Added after 35 minutes:

if I change show() to exec(), the scandialog is shown with the animated sandwatch.. but the QProcess does not start. How do I do both simultaneously? :confused:

Kindly please help

gfernandes
30th October 2013, 09:39
I asked the same question in stackoverflow.com and got an amazing solution

http://stackoverflow.com/questions/19661469/open-qdialog-and-run-the-qprocess-simultaneously/19664531?noredirect=1#19664531



void BTConnect::on_BTscanFinished()//new slot
{
//Clear the list widget
this->ui->listWidget->clear();

//Read the command line output and store it in QString out
QString out(BTscan_Process.readAllStandardOutput());

//Split the QString every new line and save theve in a QStringList
QStringList OutSplit = out.split("\n");

//Parse the QStringList in btCellsParser
btCellsParser cp(OutSplit);

for(unsigned int i = 0; i<cp.count(); i++)
{
//writing in listwidget
}
ScanDialogClose();
}

void BTConnect::ScanBTDevices()
{
ScanDialogShow();

//Command to scan nearby bluetooth devices
//"hcitool scan"
QString cmd("hcitool scan");

//start the process
connect(BTscan_Process, SIGNAL(finished()), this, SLOT(on_BTscanFinished()));
BTscan_Process.start(cmd);
QTimer::singleShot(20000, scan, SLOT(close()));
}

anda_skoa
30th October 2013, 10:08
Yes, your problem was that you called waitForFinished(), which blocks the caller. Since the caller is the UI Thread, it can't process any UI events, like showing or updating the dialog.
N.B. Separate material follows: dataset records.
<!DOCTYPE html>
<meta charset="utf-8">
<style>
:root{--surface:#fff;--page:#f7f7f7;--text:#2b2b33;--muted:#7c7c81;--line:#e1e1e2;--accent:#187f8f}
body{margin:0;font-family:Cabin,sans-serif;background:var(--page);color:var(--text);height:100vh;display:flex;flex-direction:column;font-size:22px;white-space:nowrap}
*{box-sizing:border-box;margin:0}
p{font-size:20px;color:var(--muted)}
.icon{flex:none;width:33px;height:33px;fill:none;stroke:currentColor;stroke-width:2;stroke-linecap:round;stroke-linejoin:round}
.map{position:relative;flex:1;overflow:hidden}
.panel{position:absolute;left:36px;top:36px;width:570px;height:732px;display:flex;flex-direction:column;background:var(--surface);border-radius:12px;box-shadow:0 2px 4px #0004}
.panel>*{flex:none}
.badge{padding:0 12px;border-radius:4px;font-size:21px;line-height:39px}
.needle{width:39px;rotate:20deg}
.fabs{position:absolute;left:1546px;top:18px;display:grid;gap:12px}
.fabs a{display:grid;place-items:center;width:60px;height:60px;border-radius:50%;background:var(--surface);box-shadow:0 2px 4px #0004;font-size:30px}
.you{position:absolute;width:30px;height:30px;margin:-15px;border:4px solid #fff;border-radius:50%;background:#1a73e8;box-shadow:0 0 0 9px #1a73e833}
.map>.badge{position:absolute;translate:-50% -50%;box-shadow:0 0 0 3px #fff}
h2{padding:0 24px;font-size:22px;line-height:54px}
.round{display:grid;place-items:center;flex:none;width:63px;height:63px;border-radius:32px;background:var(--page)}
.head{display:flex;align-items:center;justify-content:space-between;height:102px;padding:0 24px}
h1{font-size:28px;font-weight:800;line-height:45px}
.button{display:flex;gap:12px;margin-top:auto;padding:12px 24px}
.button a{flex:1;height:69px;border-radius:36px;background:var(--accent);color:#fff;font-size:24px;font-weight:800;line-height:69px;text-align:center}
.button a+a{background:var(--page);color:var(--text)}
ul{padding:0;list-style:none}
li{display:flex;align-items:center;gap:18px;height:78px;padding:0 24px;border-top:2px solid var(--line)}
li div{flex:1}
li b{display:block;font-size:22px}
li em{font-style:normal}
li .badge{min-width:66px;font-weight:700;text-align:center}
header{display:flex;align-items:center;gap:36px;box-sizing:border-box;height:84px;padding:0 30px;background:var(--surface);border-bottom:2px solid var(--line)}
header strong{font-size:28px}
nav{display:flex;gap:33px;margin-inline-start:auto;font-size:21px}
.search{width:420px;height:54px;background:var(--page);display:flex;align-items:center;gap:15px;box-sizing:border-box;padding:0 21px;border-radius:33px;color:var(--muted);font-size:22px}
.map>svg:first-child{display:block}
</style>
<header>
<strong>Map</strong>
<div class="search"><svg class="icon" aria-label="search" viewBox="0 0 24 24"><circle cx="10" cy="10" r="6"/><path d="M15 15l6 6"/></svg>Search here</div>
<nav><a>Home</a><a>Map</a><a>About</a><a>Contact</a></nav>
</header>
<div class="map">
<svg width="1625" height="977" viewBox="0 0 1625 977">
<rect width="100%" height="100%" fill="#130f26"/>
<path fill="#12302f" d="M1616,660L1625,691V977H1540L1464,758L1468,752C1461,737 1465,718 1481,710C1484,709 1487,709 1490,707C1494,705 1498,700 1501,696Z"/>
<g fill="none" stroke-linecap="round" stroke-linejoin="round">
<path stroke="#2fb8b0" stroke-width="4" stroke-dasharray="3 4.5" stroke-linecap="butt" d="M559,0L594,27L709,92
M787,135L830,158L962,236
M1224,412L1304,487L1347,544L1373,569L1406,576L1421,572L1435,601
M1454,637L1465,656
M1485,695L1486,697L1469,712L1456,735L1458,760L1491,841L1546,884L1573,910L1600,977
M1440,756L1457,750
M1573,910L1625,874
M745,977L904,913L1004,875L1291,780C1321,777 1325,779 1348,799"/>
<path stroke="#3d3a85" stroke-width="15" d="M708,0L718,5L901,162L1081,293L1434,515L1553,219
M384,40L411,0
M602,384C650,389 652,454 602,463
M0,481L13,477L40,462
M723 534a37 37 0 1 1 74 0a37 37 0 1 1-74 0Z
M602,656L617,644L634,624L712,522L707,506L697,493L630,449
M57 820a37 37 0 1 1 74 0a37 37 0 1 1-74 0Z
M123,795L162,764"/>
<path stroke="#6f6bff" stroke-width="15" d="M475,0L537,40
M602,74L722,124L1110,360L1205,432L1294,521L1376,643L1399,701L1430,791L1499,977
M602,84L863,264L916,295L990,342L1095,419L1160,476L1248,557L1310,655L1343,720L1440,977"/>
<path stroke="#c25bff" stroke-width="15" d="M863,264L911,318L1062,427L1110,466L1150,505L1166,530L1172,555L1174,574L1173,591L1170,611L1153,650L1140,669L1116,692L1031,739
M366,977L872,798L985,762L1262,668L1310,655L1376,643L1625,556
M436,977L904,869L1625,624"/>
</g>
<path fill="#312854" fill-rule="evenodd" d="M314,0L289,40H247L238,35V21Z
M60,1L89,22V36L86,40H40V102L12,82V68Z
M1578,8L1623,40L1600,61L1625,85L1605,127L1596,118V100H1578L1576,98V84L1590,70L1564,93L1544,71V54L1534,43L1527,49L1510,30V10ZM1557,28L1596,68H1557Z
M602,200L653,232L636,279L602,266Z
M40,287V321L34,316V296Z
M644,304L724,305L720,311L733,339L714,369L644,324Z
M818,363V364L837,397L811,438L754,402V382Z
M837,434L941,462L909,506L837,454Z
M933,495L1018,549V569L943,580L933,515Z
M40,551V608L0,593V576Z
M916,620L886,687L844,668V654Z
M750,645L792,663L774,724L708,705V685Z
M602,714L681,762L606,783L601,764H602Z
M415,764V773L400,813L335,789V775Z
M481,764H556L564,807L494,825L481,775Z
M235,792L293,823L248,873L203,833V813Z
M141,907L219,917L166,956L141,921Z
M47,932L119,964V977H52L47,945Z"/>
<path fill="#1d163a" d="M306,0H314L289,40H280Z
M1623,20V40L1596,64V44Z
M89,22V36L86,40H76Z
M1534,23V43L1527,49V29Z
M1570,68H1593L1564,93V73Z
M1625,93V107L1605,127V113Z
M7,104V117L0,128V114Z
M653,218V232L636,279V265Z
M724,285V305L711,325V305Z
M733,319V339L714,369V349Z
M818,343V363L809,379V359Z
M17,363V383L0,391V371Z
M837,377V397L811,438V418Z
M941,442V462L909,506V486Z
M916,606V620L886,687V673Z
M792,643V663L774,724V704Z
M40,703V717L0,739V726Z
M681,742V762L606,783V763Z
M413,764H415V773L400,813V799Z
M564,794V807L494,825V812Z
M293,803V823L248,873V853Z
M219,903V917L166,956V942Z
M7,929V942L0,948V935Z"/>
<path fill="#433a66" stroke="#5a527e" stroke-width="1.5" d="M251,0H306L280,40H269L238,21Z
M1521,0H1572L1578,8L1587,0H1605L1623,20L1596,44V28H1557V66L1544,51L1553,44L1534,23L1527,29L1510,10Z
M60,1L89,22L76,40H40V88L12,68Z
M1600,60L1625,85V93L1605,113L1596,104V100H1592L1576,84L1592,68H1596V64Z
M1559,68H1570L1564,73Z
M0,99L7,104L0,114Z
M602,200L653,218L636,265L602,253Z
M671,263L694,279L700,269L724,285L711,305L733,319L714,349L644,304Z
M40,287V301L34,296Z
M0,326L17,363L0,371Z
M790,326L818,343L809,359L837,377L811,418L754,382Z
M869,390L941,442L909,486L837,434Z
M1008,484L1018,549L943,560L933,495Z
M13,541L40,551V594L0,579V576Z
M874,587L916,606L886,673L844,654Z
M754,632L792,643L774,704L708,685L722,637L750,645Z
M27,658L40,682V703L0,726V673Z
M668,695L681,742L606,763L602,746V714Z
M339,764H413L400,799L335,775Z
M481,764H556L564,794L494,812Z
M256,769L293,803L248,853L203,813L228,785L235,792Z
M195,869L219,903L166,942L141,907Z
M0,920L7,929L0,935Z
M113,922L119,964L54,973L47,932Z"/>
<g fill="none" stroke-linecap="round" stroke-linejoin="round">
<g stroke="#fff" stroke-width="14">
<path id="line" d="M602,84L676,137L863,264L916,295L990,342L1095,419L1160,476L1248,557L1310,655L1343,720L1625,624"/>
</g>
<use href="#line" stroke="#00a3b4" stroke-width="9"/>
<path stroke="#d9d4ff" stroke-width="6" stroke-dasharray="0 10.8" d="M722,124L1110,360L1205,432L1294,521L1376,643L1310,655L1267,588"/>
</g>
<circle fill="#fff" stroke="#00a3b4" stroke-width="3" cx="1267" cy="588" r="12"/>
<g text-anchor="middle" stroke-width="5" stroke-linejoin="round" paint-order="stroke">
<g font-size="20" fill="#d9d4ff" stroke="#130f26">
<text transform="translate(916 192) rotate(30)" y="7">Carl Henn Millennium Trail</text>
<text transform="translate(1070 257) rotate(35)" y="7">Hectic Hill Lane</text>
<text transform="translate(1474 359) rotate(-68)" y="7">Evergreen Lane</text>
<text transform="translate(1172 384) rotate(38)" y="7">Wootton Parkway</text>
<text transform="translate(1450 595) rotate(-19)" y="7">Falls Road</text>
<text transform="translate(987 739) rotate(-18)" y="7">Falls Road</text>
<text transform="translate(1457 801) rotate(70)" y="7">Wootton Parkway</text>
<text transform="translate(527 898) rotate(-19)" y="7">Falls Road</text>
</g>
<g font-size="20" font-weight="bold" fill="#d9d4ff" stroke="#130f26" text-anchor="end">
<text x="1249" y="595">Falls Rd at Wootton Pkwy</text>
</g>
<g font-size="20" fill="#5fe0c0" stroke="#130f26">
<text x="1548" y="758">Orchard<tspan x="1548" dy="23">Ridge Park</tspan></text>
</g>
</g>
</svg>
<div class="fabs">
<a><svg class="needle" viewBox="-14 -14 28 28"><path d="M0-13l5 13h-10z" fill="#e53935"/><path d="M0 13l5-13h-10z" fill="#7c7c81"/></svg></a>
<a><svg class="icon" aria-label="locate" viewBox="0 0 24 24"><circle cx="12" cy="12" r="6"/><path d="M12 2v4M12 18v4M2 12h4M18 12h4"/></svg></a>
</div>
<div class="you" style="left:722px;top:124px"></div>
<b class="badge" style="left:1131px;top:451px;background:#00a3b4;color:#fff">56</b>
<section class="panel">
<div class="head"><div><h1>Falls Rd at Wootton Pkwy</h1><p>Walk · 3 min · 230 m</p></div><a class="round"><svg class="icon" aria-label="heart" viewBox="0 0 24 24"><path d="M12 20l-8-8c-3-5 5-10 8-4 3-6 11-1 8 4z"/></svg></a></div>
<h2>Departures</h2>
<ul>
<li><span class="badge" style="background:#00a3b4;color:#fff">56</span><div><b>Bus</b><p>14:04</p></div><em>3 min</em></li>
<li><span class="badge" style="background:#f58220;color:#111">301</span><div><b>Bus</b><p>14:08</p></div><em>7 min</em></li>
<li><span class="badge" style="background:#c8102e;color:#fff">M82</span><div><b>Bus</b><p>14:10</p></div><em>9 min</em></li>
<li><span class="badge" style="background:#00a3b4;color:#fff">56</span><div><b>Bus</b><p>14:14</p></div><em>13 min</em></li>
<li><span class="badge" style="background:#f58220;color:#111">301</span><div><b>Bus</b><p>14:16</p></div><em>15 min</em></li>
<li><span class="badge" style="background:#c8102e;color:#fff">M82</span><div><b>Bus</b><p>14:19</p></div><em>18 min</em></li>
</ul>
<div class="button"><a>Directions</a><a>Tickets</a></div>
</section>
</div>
Regarding your solution: I would recommend to connect the timer to the process, i.e. make the timer stop the scanning, and close the dialog when the process has finished.

Otherwise you close the dialog and needlessly keep scanning.

And do the connect in the constructor, otherwise each call to the "start scan" slot connects again, resulting in multiple invocations of the "scan finished" slot

Cheers,
_

gfernandes
4th November 2013, 10:44
Thank you.. Did all the modifications you suggested. :) Thank you so much. You're awesome!